→ **Work to be completed**
Return the lines of the data below exactly. Start at the first and end with the line containing "display:block; font-size:15px; white-space:nowrap".

→ **Entries shown**
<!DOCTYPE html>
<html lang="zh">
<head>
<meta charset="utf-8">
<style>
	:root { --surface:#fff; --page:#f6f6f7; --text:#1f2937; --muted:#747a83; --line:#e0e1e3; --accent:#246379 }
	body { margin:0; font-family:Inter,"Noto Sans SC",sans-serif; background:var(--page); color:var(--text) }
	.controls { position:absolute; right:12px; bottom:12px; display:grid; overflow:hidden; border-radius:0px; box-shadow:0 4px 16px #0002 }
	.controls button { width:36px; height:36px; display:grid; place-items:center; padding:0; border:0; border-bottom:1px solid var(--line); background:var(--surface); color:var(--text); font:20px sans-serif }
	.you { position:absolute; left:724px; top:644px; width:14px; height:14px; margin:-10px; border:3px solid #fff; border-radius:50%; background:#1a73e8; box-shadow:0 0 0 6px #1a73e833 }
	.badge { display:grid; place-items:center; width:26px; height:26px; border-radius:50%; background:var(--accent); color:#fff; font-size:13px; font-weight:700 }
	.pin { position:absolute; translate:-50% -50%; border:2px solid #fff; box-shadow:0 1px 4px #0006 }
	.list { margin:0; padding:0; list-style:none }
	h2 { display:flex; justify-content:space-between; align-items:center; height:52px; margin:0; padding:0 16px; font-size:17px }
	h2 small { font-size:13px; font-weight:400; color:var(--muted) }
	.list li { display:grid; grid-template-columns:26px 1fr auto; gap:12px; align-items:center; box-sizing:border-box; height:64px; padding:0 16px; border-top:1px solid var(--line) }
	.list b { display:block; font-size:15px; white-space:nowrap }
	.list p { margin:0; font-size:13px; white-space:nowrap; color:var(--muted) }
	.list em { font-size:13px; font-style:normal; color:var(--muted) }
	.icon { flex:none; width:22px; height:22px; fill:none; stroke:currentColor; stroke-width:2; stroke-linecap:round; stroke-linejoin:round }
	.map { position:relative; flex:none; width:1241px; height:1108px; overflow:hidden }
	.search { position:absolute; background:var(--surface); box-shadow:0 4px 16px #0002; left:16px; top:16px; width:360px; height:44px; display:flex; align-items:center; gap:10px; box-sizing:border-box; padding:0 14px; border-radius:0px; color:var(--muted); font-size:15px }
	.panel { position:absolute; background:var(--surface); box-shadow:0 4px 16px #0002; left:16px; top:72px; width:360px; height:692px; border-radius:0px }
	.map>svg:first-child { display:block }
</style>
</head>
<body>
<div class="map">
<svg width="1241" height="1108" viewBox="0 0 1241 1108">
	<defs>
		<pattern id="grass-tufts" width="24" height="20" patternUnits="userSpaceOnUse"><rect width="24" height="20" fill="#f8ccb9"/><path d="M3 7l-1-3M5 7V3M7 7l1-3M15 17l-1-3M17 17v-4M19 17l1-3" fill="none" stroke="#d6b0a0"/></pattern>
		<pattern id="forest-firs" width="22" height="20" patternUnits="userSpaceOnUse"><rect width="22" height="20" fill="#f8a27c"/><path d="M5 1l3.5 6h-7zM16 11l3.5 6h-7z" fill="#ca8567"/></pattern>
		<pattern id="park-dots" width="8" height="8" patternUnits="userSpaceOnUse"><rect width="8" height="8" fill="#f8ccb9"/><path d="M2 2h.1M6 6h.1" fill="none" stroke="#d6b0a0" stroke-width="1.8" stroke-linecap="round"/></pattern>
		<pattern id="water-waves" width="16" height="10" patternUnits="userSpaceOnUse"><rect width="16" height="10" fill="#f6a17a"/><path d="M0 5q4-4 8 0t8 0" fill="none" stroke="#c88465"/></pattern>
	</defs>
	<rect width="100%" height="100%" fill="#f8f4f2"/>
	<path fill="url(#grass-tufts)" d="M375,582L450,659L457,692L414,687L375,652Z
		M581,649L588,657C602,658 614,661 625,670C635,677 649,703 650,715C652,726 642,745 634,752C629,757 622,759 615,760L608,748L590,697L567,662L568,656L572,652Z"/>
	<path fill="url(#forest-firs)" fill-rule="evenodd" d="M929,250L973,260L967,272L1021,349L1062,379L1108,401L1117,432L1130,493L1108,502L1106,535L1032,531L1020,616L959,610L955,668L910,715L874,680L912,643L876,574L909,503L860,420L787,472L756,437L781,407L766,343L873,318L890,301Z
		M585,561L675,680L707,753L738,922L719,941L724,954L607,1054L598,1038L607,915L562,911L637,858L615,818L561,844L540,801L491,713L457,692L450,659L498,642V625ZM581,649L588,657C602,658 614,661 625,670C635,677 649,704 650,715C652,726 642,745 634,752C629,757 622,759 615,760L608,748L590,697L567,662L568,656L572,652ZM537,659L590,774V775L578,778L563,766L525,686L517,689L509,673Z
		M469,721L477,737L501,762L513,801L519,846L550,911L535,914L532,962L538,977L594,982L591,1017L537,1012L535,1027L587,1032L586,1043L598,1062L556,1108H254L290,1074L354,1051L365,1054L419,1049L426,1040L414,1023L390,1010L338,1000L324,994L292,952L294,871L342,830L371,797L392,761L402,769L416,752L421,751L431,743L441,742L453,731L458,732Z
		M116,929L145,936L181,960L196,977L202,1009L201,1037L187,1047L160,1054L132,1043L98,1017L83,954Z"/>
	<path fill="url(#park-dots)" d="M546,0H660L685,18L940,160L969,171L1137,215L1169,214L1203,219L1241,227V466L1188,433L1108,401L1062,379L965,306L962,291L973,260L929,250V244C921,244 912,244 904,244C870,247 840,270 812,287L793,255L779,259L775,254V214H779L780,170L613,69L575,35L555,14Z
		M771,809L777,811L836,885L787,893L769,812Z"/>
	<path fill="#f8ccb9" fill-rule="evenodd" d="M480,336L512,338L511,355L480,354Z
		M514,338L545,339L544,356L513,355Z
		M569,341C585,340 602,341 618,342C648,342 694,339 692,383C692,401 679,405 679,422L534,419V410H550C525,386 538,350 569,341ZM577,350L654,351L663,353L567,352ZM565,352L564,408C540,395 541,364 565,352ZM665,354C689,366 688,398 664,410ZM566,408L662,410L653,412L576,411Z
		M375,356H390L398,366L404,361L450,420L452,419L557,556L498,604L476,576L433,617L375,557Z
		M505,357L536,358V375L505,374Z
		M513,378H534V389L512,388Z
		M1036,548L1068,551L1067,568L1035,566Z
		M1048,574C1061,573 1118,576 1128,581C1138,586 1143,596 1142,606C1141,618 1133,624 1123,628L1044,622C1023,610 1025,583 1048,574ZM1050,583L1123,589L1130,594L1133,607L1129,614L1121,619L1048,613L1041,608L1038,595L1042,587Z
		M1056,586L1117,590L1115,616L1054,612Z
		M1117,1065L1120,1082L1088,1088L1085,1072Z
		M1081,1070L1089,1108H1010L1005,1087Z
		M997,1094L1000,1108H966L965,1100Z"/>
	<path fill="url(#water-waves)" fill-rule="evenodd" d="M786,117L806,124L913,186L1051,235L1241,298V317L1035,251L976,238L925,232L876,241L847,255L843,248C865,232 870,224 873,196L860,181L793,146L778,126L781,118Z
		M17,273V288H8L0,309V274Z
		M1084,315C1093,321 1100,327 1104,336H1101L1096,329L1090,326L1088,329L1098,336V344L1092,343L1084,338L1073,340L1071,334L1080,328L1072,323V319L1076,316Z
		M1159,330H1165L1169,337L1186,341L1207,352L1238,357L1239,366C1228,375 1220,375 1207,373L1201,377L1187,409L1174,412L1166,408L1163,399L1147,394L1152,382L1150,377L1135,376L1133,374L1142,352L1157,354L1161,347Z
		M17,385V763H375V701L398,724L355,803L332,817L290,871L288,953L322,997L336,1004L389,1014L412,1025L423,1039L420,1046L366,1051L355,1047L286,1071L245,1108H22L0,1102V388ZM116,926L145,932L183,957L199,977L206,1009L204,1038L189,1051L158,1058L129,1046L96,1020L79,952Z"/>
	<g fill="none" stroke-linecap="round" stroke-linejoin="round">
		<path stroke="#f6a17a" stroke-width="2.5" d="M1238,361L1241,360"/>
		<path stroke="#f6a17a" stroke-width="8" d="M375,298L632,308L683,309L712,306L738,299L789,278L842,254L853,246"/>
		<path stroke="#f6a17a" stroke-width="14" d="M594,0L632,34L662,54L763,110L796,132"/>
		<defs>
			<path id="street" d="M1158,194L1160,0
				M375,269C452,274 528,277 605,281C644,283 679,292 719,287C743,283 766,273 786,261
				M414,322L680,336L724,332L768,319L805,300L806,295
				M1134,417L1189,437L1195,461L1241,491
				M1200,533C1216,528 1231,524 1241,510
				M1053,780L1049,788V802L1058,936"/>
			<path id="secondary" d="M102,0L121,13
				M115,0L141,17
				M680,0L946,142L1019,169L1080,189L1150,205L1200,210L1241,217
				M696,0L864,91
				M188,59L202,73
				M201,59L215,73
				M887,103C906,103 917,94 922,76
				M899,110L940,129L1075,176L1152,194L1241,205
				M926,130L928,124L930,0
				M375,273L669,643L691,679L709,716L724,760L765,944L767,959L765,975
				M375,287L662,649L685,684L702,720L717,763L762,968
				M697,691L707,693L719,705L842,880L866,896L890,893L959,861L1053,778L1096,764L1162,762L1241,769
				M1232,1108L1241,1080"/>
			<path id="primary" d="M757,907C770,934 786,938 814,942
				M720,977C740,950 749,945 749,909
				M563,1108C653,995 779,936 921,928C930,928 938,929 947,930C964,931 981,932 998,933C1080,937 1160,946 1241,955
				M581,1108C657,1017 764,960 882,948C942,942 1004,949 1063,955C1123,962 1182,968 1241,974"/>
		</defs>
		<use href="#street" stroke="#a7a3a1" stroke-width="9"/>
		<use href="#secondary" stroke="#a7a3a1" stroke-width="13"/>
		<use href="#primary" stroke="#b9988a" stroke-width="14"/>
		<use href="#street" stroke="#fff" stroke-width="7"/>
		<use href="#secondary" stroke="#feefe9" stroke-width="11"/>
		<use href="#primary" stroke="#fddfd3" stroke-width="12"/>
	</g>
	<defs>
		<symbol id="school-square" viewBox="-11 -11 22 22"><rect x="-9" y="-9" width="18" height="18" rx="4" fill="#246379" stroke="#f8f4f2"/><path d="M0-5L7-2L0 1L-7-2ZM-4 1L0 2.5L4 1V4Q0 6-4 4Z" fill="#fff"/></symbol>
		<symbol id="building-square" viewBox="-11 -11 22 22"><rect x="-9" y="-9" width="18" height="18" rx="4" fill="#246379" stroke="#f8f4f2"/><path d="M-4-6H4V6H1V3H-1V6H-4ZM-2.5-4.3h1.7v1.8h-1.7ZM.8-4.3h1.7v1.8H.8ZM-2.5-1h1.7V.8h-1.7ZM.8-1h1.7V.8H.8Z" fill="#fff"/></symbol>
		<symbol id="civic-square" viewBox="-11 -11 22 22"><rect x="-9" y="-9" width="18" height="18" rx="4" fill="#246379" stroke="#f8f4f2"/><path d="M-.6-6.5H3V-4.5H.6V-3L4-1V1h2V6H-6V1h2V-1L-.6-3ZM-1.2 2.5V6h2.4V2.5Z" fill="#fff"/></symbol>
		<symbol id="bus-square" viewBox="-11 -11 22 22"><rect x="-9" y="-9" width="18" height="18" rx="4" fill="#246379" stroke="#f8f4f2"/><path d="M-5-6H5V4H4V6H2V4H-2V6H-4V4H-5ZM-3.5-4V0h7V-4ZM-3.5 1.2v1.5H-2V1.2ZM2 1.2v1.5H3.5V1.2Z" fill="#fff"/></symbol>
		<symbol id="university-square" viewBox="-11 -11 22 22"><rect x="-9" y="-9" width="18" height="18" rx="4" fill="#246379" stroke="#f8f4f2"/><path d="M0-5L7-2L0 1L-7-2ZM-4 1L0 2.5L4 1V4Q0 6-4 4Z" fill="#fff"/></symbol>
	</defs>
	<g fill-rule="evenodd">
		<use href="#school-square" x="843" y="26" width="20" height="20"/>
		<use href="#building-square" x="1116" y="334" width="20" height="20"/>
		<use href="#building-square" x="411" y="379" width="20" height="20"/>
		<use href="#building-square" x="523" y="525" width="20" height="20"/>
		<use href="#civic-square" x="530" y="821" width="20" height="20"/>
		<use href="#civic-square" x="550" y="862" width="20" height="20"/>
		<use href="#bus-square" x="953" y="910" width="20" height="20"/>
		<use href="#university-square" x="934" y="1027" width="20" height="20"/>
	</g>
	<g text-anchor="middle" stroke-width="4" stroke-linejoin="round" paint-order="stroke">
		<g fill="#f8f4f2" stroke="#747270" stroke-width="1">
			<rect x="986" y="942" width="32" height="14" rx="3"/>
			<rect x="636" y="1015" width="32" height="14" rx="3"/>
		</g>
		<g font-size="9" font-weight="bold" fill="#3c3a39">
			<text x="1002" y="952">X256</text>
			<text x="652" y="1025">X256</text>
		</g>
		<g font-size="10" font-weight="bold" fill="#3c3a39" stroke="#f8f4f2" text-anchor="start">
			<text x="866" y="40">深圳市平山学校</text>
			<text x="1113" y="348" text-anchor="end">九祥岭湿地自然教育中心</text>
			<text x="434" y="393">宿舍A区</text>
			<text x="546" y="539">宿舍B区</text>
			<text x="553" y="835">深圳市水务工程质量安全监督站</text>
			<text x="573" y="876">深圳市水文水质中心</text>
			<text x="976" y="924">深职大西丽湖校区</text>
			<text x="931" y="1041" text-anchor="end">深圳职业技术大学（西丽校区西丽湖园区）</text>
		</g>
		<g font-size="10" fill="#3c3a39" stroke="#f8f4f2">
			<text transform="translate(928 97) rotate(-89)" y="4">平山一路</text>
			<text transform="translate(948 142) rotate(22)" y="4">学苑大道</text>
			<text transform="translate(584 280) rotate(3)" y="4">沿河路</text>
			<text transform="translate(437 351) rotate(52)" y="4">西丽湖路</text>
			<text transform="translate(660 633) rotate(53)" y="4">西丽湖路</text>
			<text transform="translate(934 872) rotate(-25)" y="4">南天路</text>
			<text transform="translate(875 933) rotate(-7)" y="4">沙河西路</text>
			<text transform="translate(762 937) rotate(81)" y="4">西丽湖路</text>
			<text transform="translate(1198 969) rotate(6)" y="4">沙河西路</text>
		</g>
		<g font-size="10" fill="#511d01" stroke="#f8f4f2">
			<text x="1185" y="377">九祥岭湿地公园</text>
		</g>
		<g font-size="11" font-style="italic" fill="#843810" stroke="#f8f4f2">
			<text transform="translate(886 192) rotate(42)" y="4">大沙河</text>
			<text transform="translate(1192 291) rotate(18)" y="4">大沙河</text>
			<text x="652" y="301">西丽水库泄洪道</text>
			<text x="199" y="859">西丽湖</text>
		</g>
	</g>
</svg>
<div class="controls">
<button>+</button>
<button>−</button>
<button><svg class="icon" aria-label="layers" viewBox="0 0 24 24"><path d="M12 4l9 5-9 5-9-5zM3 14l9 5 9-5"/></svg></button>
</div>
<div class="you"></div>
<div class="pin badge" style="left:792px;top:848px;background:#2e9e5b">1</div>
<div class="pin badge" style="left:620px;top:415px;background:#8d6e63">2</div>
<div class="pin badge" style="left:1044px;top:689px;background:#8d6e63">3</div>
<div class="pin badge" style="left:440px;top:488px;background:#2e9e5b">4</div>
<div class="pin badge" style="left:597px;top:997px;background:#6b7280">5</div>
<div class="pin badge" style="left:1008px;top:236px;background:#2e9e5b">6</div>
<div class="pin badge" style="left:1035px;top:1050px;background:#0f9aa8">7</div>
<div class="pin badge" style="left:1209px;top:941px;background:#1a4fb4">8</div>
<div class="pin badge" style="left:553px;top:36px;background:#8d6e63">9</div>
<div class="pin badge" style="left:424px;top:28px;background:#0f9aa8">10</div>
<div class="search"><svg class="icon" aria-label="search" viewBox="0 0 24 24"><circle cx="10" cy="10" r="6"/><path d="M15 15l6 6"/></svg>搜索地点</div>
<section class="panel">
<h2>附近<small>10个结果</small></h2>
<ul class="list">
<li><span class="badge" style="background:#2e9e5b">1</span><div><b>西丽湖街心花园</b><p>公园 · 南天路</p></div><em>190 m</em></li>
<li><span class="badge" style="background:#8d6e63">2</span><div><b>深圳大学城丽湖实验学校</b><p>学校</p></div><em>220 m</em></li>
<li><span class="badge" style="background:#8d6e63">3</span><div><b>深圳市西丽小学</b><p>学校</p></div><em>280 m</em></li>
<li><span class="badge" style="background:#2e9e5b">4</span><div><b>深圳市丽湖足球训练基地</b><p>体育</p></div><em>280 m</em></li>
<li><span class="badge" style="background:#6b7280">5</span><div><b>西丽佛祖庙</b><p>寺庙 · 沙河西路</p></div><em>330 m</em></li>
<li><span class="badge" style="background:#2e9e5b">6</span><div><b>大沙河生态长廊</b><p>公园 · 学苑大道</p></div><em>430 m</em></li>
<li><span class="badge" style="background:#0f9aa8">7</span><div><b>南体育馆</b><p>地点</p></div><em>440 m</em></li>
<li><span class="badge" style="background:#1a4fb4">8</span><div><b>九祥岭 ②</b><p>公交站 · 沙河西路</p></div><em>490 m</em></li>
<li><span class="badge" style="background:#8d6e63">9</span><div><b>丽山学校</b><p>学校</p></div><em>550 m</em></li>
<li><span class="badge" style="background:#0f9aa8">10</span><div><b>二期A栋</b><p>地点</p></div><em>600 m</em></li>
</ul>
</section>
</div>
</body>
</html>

→ **Task response**
<!DOCTYPE html>
<html lang="zh">
<head>
<meta charset="utf-8">
<style>
	:root { --surface:#fff; --page:#f6f6f7; --text:#1f2937; --muted:#747a83; --line:#e0e1e3; --accent:#246379 }
	body { margin:0; font-family:Inter,"Noto Sans SC",sans-serif; background:var(--page); color:var(--text) }
	.controls { position:absolute; right:12px; bottom:12px; display:grid; overflow:hidden; border-radius:0px; box-shadow:0 4px 16px #0002 }
	.controls button { width:36px; height:36px; display:grid; place-items:center; padding:0; border:0; border-bottom:1px solid var(--line); background:var(--surface); color:var(--text); font:20px sans-serif }
	.you { position:absolute; left:724px; top:644px; width:14px; height:14px; margin:-10px; border:3px solid #fff; border-radius:50%; background:#1a73e8; box-shadow:0 0 0 6px #1a73e833 }
	.badge { display:grid; place-items:center; width:26px; height:26px; border-radius:50%; background:var(--accent); color:#fff; font-size:13px; font-weight:700 }
	.pin { position:absolute; translate:-50% -50%; border:2px solid #fff; box-shadow:0 1px 4px #0006 }
	.list { margin:0; padding:0; list-style:none }
	h2 { display:flex; justify-content:space-between; align-items:center; height:52px; margin:0; padding:0 16px; font-size:17px }
	h2 small { font-size:13px; font-weight:400; color:var(--muted) }
	.list li { display:grid; grid-template-columns:26px 1fr auto; gap:12px; align-items:center; box-sizing:border-box; height:64px; padding:0 16px; border-top:1px solid var(--line) }
	.list b { display:block; font-size:15px; white-space:nowrap }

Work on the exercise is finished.